## INPUT

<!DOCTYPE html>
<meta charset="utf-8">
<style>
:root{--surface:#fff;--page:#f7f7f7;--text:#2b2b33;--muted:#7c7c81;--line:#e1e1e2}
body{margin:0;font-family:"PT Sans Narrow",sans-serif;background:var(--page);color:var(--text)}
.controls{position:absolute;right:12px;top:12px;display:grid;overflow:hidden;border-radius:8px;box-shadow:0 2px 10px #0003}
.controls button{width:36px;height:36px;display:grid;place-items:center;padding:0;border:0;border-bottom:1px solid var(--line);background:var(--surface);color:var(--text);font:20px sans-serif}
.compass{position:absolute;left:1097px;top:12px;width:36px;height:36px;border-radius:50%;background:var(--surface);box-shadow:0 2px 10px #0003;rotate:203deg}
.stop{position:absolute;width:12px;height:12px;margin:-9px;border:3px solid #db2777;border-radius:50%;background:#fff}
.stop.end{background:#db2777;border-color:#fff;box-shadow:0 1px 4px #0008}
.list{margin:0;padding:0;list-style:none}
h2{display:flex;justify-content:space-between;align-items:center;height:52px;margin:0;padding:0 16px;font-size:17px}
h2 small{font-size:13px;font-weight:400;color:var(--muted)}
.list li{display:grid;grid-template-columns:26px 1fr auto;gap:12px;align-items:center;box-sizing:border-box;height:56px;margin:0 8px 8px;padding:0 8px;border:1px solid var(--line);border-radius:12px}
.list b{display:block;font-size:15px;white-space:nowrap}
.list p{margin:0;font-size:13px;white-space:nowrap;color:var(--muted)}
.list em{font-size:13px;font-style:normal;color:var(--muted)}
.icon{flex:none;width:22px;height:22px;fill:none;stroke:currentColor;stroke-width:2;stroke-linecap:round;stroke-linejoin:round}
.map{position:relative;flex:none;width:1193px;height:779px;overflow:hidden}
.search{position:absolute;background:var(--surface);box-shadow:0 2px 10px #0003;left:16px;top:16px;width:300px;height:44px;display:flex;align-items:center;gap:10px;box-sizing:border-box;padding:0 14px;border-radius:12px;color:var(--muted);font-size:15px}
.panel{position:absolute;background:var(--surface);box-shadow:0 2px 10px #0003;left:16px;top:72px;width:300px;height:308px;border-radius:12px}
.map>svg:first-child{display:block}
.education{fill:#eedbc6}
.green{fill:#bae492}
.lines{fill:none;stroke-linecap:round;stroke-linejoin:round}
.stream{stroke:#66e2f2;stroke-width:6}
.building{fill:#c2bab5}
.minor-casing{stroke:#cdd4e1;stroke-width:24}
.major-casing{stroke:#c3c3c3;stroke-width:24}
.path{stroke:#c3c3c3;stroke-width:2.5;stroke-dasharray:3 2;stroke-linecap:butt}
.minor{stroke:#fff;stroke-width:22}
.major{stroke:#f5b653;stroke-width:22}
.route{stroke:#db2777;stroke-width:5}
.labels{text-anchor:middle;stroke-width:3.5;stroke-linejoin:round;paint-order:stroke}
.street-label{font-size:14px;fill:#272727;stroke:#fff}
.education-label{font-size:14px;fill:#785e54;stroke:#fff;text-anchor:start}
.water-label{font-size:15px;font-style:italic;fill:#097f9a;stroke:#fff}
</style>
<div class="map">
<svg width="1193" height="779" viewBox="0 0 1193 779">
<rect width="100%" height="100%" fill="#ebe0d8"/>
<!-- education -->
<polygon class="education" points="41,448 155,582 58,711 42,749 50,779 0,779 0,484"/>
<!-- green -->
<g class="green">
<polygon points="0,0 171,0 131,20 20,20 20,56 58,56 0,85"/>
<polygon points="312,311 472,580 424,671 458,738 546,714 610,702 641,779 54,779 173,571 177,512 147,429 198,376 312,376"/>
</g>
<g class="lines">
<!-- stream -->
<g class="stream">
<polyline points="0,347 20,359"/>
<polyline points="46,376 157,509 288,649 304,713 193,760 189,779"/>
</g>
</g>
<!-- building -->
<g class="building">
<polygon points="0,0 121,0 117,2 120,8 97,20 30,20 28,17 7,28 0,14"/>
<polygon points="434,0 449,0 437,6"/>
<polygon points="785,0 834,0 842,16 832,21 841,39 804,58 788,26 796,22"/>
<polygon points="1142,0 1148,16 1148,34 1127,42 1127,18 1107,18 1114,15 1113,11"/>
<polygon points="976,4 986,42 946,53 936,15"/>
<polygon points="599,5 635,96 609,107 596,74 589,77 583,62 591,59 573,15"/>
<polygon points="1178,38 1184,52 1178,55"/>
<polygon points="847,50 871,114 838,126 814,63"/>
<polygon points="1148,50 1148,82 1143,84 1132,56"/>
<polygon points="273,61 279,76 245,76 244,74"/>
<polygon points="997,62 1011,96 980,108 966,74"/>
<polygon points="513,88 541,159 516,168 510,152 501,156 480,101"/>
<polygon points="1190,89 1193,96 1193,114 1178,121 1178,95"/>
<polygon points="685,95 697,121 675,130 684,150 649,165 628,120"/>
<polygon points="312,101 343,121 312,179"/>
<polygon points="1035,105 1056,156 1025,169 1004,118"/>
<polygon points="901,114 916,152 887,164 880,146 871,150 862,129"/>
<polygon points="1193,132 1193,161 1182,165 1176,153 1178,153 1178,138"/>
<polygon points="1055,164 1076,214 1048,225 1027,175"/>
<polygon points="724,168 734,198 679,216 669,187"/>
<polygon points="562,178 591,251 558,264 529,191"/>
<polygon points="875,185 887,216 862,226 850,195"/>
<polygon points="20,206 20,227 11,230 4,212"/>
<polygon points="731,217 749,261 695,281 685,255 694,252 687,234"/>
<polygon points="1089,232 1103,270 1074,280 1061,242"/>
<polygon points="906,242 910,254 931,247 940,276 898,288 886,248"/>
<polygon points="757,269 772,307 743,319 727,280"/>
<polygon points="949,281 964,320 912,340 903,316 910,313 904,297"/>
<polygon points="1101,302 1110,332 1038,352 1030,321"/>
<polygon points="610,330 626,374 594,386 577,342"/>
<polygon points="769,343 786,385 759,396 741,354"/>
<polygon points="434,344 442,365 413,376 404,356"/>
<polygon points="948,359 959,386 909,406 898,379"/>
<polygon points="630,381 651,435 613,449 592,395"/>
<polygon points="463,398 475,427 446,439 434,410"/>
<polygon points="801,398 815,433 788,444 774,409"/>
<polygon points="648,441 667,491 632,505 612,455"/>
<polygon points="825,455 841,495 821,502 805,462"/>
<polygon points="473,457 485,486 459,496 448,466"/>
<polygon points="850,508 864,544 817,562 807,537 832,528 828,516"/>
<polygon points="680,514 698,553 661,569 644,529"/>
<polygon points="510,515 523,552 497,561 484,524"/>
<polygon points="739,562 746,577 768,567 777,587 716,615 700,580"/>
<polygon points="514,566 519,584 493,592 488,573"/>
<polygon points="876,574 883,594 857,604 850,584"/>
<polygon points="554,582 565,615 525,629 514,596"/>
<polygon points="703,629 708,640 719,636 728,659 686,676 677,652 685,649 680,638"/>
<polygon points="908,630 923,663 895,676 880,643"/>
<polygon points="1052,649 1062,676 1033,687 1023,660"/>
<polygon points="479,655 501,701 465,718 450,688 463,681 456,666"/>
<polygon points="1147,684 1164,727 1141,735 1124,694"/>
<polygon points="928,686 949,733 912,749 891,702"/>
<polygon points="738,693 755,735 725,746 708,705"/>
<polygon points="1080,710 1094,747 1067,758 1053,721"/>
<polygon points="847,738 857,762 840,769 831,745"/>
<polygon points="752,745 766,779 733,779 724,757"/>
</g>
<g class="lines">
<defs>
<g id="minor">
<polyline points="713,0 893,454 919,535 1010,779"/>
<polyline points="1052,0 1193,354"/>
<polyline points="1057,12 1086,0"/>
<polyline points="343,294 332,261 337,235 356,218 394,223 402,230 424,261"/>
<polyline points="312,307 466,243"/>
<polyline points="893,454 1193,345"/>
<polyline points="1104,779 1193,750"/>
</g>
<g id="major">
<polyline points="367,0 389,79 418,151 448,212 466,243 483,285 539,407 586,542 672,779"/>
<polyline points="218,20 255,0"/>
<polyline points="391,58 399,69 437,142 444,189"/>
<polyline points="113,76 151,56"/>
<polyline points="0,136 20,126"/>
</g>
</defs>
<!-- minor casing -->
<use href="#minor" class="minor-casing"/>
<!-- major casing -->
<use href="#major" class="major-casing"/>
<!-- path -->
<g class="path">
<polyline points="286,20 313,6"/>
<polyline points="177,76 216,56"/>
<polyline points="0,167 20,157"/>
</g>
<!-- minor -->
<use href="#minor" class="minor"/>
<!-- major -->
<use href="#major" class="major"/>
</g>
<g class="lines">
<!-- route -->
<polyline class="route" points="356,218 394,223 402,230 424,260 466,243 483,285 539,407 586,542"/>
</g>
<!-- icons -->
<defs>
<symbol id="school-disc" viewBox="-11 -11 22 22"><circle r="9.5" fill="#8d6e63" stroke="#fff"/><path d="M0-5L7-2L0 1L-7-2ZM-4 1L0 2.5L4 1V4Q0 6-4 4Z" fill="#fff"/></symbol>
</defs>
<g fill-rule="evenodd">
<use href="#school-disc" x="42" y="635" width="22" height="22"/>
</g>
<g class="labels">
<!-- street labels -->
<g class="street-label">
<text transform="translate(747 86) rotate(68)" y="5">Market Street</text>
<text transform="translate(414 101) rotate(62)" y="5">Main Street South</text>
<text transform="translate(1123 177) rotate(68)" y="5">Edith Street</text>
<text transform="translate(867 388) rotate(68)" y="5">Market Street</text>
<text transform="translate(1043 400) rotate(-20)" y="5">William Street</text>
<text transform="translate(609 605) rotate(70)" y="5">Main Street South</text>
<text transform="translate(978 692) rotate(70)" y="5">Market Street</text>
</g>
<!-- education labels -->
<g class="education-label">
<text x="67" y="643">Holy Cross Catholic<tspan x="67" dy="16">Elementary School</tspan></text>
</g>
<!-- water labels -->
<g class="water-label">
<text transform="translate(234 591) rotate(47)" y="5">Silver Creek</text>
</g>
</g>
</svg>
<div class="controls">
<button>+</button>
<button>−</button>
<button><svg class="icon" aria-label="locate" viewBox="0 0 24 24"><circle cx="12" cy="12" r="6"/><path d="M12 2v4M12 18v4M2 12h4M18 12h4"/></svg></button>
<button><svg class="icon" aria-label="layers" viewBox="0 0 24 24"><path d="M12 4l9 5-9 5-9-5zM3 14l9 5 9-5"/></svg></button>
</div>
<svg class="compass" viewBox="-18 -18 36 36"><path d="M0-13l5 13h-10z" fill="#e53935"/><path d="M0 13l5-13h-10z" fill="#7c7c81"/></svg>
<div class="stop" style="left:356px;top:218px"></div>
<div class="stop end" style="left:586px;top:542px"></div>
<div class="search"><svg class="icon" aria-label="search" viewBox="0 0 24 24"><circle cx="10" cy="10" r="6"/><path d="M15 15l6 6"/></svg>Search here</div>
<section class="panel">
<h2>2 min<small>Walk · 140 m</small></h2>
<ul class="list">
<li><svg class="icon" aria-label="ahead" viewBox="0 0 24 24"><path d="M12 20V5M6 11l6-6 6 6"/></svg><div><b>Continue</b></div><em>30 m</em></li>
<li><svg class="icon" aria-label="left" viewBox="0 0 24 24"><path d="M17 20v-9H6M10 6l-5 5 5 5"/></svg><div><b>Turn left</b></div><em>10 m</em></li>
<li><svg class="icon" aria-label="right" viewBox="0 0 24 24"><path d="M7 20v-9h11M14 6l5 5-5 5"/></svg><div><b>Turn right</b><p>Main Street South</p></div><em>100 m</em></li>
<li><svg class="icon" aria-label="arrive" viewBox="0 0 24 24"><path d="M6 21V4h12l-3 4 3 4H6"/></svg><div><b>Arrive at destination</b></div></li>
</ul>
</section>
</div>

## PROMPT
Scan the records above, then copy out each line that mentions "translate".

## EXERCISE OUTPUT
<text transform="translate(747 86) rotate(68)" y="5">Market Street</text>
<text transform="translate(414 101) rotate(62)" y="5">Main Street South</text>
<text transform="translate(1123 177) rotate(68)" y="5">Edith Street</text>
<text transform="translate(867 388) rotate(68)" y="5">Market Street</text>
<text transform="translate(1043 400) rotate(-20)" y="5">William Street</text>
<text transform="translate(609 605) rotate(70)" y="5">Main Street South</text>
<text transform="translate(978 692) rotate(70)" y="5">Market Street</text>
<text transform="translate(234 591) rotate(47)" y="5">Silver Creek</text>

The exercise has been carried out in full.